LE RECIT DE L’INTIME EN PODCASTS

COMMENT RACONTER LES VIES ORDINAIRES DE PERSONNES EXTRAORDINAIRE?

« Notre condition est d’être une histoire qui se raconte, et dont tout le monde connait la fin » écrivait Jean Claude Carrière dans Tous en scène (2007). Raconter des histoires est une pratique qui remonte bien avant l’invention de l’écriture. En effet, la narration orale est un média qui s’est construit avec la parole elle-même.

Vous savez ? Ce besoin de parler, raconter, transmettre pour se souvenir, pour apprendre, pour la suite et pour les autres, pour les générations futures que nous sommes aujourd’hui.

LA RADIO, UNE INSPIRATION

Narration orale, parler, raconter, média… forcément, vous pensez audio et radio ? Et bien vous faites bien ! C’est sur ce chemin que je souhaite vous emmener.

Que vous soyez fan de feu Patrick Cohen sur France Inter, séduit par le ton agressif de Jean-Jacques Bourdin ou fasciné par l’impertinence d’Edouard Baer, la radio est un peu cette présence qui vous accompagne à des moments précis de votre journée, une présence que vous retrouvez avec plaisir à heure fixes. Dans un monde d’image, l’audio fait du bien, nous permet de faire plusieurs choses à la fois, nous distrait, nous informe, nous apprend. Sa plus grande force : cette capacité à nous raconter des histoires et à capter notre attention.

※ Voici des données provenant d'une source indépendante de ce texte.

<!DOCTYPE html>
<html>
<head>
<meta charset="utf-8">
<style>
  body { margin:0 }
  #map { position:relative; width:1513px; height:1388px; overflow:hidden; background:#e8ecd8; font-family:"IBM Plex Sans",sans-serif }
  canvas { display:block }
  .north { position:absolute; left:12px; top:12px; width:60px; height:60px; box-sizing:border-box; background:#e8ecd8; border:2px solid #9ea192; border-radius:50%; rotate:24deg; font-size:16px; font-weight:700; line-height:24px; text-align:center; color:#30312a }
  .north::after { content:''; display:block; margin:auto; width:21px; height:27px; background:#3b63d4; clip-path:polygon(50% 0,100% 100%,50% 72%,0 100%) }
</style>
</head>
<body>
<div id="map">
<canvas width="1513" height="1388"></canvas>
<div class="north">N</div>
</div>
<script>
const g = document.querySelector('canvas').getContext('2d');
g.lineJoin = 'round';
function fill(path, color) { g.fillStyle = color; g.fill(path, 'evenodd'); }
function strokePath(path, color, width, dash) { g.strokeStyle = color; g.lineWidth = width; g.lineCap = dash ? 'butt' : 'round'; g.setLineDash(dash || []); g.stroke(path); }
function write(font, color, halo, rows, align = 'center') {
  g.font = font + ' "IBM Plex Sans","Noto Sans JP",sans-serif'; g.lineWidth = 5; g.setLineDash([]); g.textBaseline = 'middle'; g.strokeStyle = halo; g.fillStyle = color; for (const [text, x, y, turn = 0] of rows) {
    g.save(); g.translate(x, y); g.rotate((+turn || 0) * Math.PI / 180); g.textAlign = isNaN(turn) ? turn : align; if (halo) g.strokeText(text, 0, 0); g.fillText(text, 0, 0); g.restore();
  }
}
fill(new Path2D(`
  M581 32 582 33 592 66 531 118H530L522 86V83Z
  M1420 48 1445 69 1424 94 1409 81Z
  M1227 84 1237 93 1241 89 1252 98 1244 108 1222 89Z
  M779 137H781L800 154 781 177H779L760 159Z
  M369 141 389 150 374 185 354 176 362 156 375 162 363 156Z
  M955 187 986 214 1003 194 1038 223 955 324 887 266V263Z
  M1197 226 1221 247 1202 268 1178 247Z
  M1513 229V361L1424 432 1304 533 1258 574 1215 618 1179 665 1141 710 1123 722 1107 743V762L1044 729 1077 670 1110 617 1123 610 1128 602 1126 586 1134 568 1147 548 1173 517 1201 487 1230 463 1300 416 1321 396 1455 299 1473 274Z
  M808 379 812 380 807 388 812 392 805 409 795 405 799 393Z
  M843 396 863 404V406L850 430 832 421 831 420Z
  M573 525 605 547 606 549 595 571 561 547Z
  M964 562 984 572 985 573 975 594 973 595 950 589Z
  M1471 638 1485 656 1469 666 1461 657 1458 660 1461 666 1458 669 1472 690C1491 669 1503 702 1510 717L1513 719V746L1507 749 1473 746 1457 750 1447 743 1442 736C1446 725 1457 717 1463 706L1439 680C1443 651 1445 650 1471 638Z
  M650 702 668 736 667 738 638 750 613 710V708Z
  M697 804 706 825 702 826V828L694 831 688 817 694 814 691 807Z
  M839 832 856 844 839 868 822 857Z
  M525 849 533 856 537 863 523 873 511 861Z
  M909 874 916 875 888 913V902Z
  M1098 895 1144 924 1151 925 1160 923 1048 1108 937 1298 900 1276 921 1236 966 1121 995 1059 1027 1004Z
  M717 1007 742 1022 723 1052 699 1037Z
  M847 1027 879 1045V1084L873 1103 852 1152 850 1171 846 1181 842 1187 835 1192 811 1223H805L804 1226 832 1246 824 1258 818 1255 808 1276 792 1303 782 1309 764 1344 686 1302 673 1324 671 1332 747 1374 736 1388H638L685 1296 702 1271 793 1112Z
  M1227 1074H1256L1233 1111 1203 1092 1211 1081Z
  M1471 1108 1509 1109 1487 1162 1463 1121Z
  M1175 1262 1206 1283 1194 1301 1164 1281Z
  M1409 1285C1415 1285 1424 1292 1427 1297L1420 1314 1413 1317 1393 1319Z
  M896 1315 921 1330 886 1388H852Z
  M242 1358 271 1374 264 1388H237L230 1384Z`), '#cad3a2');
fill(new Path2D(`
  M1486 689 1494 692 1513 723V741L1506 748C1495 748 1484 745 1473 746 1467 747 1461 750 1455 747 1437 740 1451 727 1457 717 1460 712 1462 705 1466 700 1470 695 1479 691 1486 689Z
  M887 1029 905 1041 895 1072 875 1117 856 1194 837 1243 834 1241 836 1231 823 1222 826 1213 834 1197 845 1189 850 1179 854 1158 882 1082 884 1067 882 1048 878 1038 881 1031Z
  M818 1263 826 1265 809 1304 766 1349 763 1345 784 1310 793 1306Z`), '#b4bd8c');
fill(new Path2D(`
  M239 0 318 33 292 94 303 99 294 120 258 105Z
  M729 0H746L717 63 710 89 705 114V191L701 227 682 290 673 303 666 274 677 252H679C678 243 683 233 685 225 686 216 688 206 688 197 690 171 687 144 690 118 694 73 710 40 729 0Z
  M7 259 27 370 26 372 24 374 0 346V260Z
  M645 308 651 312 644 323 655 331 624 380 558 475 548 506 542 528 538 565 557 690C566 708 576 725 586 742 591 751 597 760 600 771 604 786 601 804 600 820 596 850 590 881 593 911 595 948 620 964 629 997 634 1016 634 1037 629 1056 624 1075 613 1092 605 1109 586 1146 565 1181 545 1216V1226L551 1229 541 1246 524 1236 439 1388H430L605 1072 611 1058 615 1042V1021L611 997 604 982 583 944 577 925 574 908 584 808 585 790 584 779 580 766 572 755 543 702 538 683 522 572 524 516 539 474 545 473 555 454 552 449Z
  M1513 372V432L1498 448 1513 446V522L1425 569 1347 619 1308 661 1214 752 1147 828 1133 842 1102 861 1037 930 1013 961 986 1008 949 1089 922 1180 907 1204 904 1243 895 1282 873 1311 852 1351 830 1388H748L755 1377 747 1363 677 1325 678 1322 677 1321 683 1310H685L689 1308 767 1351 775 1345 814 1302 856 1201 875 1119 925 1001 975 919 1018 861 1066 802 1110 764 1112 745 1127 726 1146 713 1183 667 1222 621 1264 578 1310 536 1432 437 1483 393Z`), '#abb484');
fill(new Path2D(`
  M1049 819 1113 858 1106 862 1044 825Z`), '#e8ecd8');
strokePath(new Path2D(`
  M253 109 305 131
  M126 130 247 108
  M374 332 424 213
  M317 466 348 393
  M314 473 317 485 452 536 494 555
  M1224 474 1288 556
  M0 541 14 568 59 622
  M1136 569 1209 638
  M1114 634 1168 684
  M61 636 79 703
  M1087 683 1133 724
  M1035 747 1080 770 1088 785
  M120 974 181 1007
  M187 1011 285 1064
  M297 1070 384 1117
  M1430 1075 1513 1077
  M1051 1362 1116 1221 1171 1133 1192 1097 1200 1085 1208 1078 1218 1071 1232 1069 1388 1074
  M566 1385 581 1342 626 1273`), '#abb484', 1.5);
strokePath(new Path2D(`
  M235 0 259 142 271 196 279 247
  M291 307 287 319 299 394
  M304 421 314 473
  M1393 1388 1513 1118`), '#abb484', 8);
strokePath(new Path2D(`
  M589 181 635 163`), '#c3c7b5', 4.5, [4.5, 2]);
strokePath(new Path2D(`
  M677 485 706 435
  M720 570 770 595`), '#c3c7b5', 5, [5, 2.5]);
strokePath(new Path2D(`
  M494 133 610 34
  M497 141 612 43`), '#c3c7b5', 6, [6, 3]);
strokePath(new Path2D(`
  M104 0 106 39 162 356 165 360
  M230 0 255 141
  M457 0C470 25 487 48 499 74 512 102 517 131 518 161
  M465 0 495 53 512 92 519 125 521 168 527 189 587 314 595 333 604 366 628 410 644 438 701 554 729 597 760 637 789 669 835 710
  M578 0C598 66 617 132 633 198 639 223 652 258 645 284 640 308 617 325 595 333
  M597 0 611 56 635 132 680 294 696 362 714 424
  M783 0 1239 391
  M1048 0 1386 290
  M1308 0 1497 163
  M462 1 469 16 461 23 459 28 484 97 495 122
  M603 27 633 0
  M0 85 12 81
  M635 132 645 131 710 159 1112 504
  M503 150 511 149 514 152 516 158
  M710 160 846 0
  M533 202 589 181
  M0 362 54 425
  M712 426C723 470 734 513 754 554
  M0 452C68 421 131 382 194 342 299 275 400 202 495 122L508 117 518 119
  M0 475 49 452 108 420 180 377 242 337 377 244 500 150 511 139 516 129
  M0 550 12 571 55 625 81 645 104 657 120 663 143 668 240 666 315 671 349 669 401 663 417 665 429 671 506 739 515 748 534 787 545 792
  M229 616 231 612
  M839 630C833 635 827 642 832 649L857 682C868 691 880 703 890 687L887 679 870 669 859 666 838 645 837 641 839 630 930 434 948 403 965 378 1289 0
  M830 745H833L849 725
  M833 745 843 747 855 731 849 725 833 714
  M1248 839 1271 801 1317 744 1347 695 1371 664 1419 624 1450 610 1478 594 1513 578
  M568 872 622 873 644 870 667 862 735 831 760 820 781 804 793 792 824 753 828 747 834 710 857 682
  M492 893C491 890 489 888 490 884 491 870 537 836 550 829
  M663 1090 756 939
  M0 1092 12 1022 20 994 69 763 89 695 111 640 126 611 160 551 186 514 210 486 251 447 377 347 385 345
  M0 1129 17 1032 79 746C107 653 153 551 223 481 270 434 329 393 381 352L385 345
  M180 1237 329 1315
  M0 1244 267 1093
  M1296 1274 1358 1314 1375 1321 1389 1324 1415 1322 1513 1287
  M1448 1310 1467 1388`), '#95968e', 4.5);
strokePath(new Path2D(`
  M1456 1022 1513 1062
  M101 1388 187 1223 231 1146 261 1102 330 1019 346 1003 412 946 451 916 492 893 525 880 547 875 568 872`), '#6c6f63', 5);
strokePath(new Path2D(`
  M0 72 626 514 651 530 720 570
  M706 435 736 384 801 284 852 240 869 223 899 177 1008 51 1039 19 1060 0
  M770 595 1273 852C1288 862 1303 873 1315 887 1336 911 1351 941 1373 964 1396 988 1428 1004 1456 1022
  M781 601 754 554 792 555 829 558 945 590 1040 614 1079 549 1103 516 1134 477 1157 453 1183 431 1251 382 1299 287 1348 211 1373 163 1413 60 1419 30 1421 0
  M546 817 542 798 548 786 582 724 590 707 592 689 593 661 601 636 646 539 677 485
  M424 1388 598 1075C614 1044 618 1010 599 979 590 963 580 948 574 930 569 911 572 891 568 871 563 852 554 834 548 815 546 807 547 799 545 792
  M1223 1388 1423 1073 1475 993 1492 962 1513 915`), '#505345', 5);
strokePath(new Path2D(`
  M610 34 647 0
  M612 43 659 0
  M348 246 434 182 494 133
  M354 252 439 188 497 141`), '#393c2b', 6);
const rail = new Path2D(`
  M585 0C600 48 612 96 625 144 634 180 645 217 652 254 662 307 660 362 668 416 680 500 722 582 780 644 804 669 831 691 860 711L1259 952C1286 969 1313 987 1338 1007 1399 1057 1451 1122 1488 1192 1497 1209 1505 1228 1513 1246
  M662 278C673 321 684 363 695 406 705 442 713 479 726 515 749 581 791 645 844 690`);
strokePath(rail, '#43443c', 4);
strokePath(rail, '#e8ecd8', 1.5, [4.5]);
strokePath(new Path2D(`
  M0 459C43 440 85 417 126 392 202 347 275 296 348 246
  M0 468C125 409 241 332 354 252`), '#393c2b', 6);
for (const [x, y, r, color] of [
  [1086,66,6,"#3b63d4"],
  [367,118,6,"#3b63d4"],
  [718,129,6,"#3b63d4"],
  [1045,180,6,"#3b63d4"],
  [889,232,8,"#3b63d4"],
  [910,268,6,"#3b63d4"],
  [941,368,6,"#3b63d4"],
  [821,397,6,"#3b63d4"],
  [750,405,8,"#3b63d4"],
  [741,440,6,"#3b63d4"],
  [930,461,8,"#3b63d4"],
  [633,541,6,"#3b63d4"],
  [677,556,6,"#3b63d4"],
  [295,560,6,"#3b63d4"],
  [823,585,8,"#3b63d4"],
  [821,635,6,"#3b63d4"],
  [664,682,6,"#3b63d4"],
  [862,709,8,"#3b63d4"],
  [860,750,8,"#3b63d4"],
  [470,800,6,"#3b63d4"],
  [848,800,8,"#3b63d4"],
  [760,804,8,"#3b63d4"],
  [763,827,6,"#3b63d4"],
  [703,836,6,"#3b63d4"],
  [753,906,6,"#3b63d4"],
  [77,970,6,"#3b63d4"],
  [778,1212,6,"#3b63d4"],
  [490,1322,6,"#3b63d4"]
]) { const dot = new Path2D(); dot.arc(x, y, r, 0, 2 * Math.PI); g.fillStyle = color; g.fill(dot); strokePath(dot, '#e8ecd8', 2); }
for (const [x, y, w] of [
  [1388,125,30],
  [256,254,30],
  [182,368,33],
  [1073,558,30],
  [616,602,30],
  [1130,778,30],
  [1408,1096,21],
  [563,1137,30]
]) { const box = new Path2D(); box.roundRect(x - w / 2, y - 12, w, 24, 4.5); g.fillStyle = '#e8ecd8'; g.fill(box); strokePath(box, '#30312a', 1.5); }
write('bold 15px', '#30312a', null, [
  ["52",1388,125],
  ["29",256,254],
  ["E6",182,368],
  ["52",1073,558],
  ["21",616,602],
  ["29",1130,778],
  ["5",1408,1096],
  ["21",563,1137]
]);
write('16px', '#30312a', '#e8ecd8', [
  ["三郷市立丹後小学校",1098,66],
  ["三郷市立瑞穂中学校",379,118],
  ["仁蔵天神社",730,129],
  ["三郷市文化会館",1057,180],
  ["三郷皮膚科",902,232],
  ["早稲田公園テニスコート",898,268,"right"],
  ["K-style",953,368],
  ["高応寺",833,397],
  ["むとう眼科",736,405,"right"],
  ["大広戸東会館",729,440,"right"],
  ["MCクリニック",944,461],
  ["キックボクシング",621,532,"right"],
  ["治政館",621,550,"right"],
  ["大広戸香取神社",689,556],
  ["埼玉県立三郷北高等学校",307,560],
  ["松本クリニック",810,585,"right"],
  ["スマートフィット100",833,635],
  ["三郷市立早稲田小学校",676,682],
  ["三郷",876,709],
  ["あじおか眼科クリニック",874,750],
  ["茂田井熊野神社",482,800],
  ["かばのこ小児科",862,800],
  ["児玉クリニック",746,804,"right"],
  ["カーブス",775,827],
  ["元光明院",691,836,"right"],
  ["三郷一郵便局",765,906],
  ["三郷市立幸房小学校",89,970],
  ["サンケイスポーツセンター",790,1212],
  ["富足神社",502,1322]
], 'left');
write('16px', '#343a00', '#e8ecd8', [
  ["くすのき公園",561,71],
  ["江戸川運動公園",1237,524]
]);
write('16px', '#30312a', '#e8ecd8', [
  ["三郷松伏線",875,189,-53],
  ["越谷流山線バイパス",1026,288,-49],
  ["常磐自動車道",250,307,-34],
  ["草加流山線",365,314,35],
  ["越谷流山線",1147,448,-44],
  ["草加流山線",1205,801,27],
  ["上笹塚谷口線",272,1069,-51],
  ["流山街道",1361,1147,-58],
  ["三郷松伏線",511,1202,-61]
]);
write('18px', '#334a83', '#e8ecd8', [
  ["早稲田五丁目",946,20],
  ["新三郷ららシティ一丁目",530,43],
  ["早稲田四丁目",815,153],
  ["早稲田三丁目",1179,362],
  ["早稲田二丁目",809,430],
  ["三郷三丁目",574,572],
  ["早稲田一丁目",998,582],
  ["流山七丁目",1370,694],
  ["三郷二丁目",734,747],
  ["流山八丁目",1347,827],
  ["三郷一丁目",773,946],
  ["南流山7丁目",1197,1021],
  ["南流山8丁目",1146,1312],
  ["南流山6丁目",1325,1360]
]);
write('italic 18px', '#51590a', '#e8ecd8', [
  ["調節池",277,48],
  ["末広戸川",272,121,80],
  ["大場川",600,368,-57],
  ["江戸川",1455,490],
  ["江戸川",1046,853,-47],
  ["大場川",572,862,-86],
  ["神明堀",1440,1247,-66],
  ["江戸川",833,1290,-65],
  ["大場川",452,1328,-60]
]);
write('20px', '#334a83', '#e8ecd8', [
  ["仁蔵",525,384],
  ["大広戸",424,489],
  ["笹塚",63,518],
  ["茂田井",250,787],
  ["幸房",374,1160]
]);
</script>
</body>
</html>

La fiction auditive existe depuis de nombreuses années : romans et feuilletons radiophoniques, correspondances de guerres… Autant de rendez-vous hebdomadaires qui ont rythmés le quotidien de nos grands-parents. Des histoires que l’on distillait lentement, au fil des semaines. On vous parle d’un temps que les moins de vingt ans ne peuvent pas connaitre… Aujourd’hui, il nous faut toujours plus, plus d’histoires, plus d’épisodes, plus d’anecdotes, plus de personnages.

UN MEDIA EN PHASE AVEC SON TEMPS

La radio s’est adapté à l’évolution de nos pratiques et de nos usages. Elle est devenue la source d’inspiration d’un format né au début des années 2000 : le podcast. Ce dernier s’appuie sur la force de l’audio pour assurer le lien entre une pratique antique : raconter des histoires, et un moyen de diffusion moderne : le numérique. Pour un bénéfice : pouvoir écouter nos histoires et émissions favorites à la demande. Une évolution technologique qui nous permet de lier storytelling et telling stories.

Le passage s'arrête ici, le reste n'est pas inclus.